吴邪耸了耸肩,表示爱莫能助:别q我,别q我。
“怎么样嘛?”回过神来的张海棠面露期待,若不是现在情况不允许,她可能已经窜到解雨臣跟前了。
顶着对方期待的眼神,解雨臣艰难的拒绝了:“我觉得不怎么样。”说完就见对方露出了不敢置信的表情。
你到底在不敢置信什么!!!
“你居然拒绝了?”她的表情跟见了鬼似的。
我答应才有鬼了好吗!解雨臣在心里咆哮道。完全没了逗他们的心情,逃避似扯了话题和吴邪扯皮,看也不敢去看张海棠,就怕她再来逼婚。
张海棠面露可惜之色,难得遇到一个这么对她胃口的人,但小家伙对感情好像挺认真,感觉像那种睡到了,要是不负责就会闹腾的类型。
吴邪解雨臣两人继续有一搭没一搭的扯皮,大多是一些小时候的事,她也就不去掺和他们小年轻之间的话题,因为眼睛酸涩得厉害,她扯了条纱布绑在眼睛上,从包里摸出包肉干和烧酒,慢悠悠的嚼了起来,倒是清闲的很。
她是清闲了,倒是让两个大男人不自在起来,这样把人晾着也不太好,吴邪就问了一嘴,问她小时候有没有些有趣的事。

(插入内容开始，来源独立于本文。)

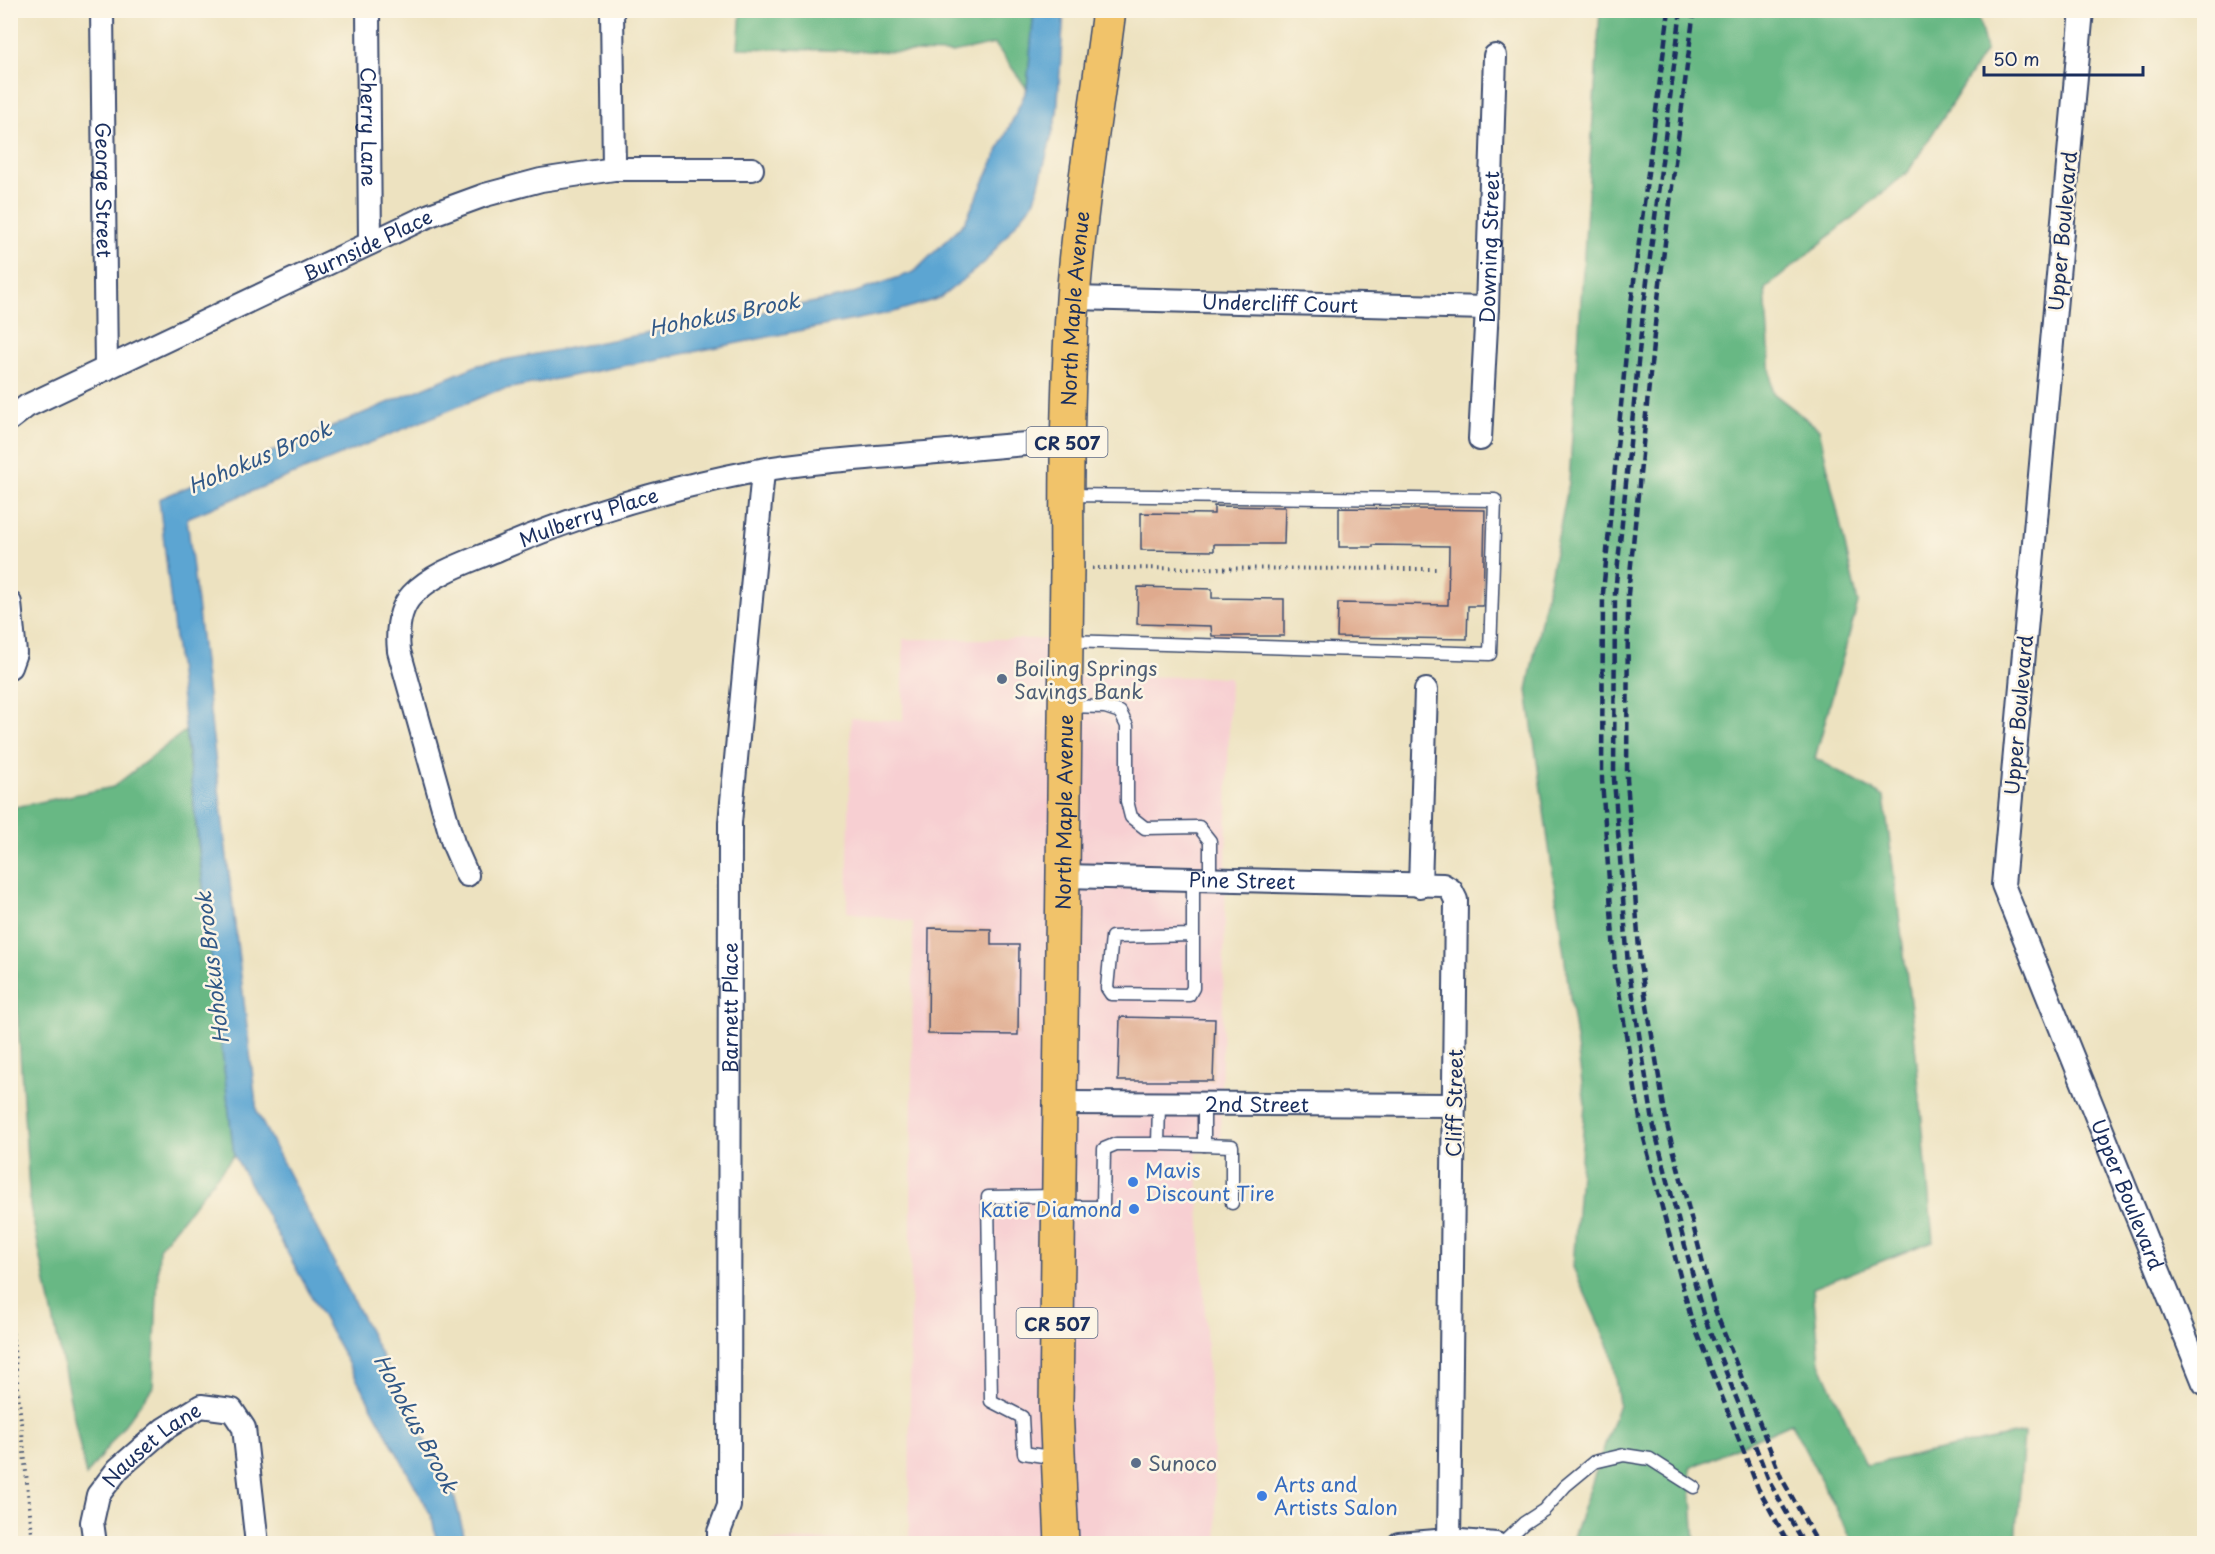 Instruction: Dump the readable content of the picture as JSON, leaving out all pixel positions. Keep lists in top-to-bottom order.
{
  "streets": {
    "main road": ["North Maple Avenue", "CR 507"],
    "street": [
      "Cherry Lane",
      "George Street",
      "Upper Boulevard",
      "Burnside Place",
      "Downing Street",
      "Undercliff Court",
      "Mulberry Place",
      "Pine Street",
      "Barnett Place",
      "Cliff Street",
      "2nd Street",
      "Nauset Lane"
    ]
  },
  "crossings": [
    ["Cherry Lane", "Burnside Place"],
    ["George Street", "Burnside Place"],
    ["Downing Street", "Undercliff Court"],
    ["Undercliff Court", "North Maple Avenue"],
    ["North Maple Avenue", "Mulberry Place"],
    ["North Maple Avenue", "Pine Street"],
    ["North Maple Avenue", "2nd Street"],
    ["Mulberry Place", "Barnett Place"],
    ["Pine Street", "Cliff Street"],
    ["Cliff Street", "2nd Street"]
  ],
  "water": ["Hohokus Brook"],
  "places": [
    "Boiling Springs Savings Bank",
    "Mavis Discount Tire",
    "Katie Diamond",
    "Sunoco",
    "Arts and Artists Salon"
  ],
  "scale_bar": "50 m"
} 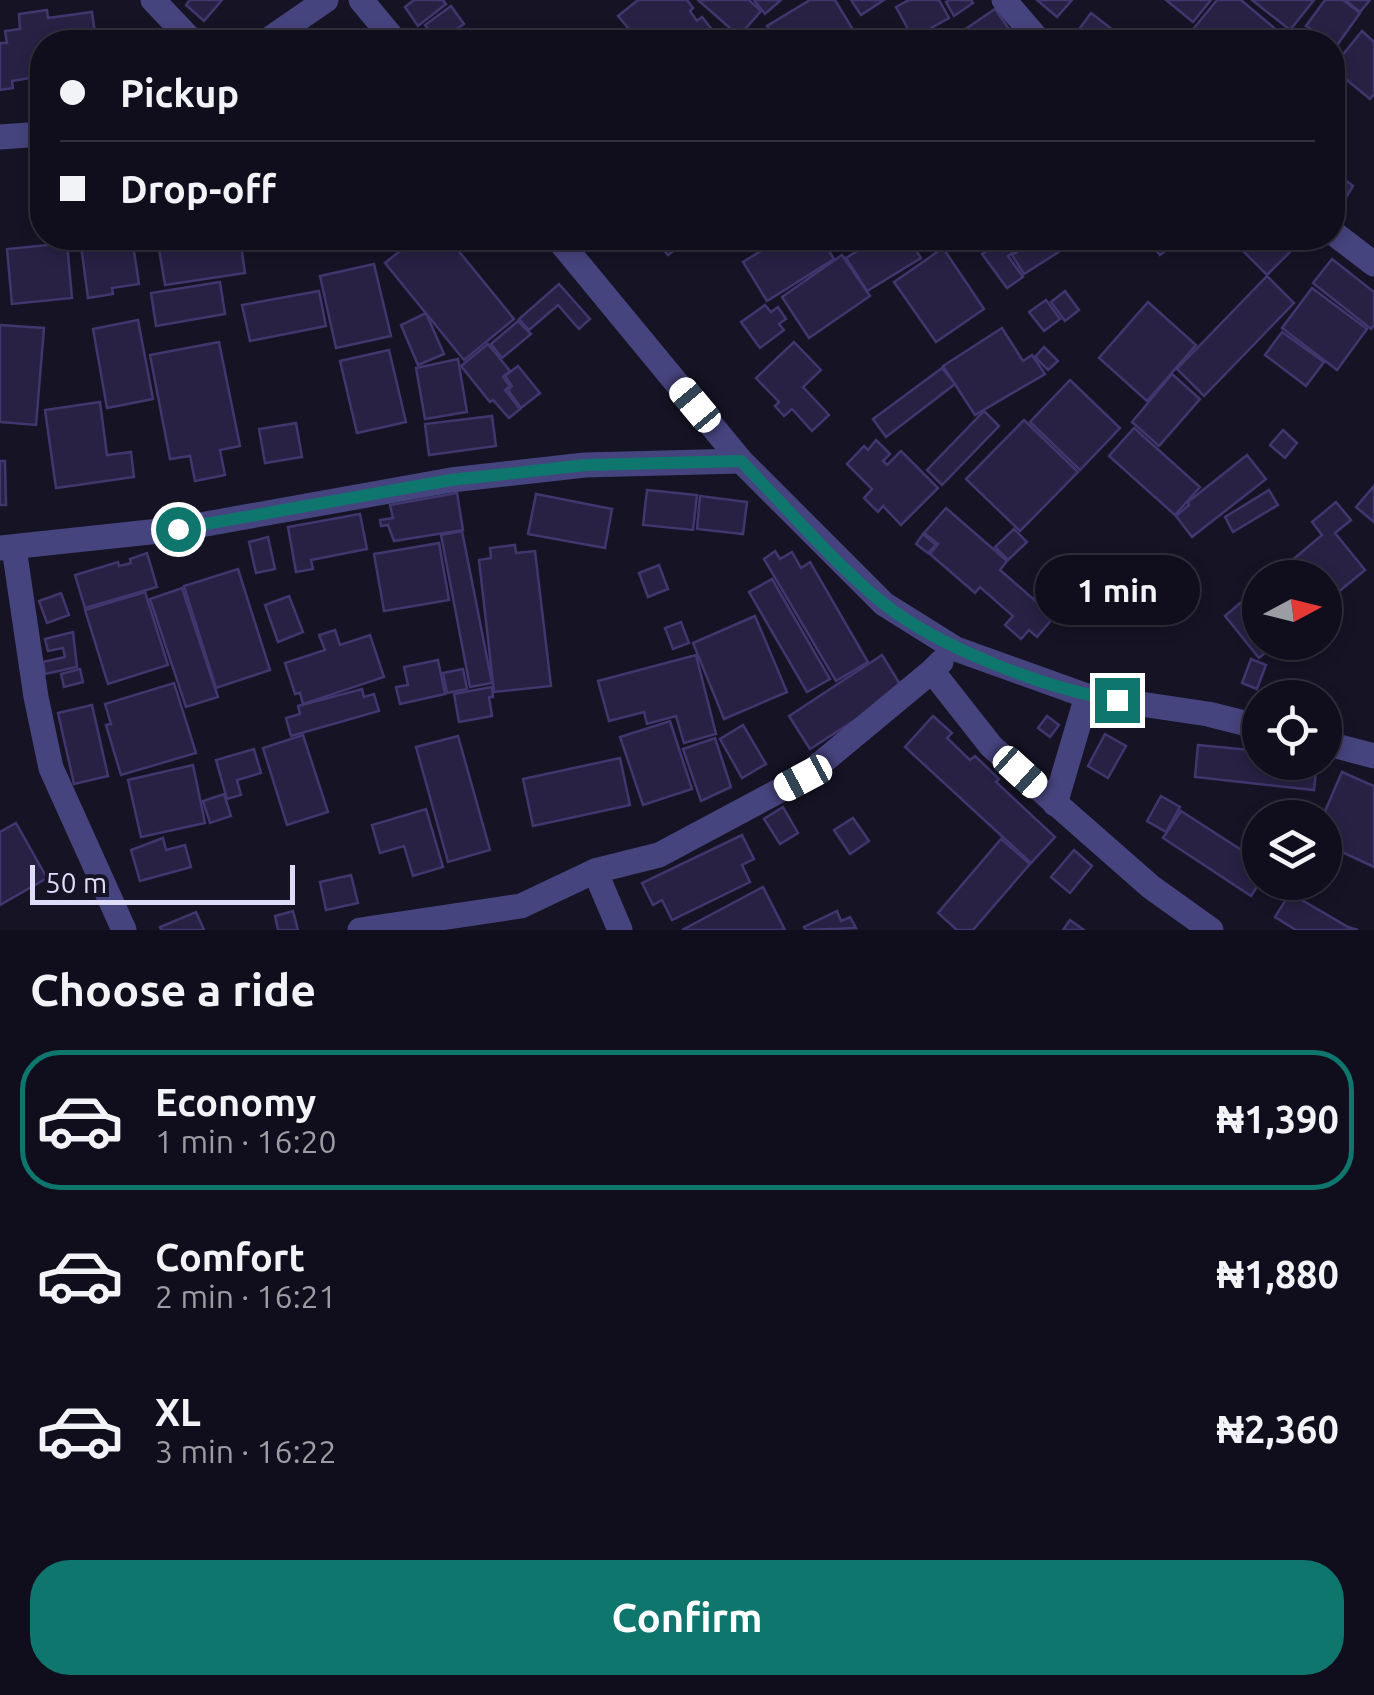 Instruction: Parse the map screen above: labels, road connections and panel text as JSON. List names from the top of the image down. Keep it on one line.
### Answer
{"scale_bar":"50 m","north":"right","page":{"banner":["Pickup","Drop-off"],"bubble":"1 min","scale":"50 m","heading":"Choose a ride","list":[{"name":"Economy","note":"1 min · 16:20","value":"₦1,390"},{"name":"Comfort","note":"2 min · 16:21","value":"₦1,880"},{"name":"XL","note":"3 min · 16:22","value":"₦2,360"}],"buttons":"Confirm"}}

张海棠很认真的想了一会,才发现自己的童年很是枯燥,她小时候大部分时间都是在族里,那是一个规矩很严的地方,又因为自己的身份问题,大多交际都带着或多或少的目的和试探,也没玩的很要好的玩伴。记忆中一般都是她自己独来独往,在族里四处闯祸,靠她爹娘给她收尾,然后被她爹提回去跪祠堂。
她想的确实有点久了,吴邪还以为她什么都忘记了,“难道一点都想不起来了?”
“那倒没有,只是找不到什么可以说的趣事,族里规矩严,大多是无聊枯燥记忆,也没什么可以说的事。”
吴邪是不相信的,他笑道:“看不出来,你以前还挺守规矩。你倒是说说看,你觉得无聊,对我们说不定挺新奇的。”
她大笑道:“我小时候可是个闯祸精,只不过有人给我担着罢了。”她喝了口酒:“我所生活的家族是一个异常封闭的地方,规矩一箩筐,也不像你们那样自由,是老封建了。况且我是主家的孩子,所受的教导只会更严格。除了十五岁后偶尔可以去外界看看外,大部分时间都是在训练。”
“为什么是十五岁后?”
解雨臣突然说道:“因为这个年纪的孩子,在经过训练后有一定的自保能力了。”从她的话中透露的信息,不难猜到答案。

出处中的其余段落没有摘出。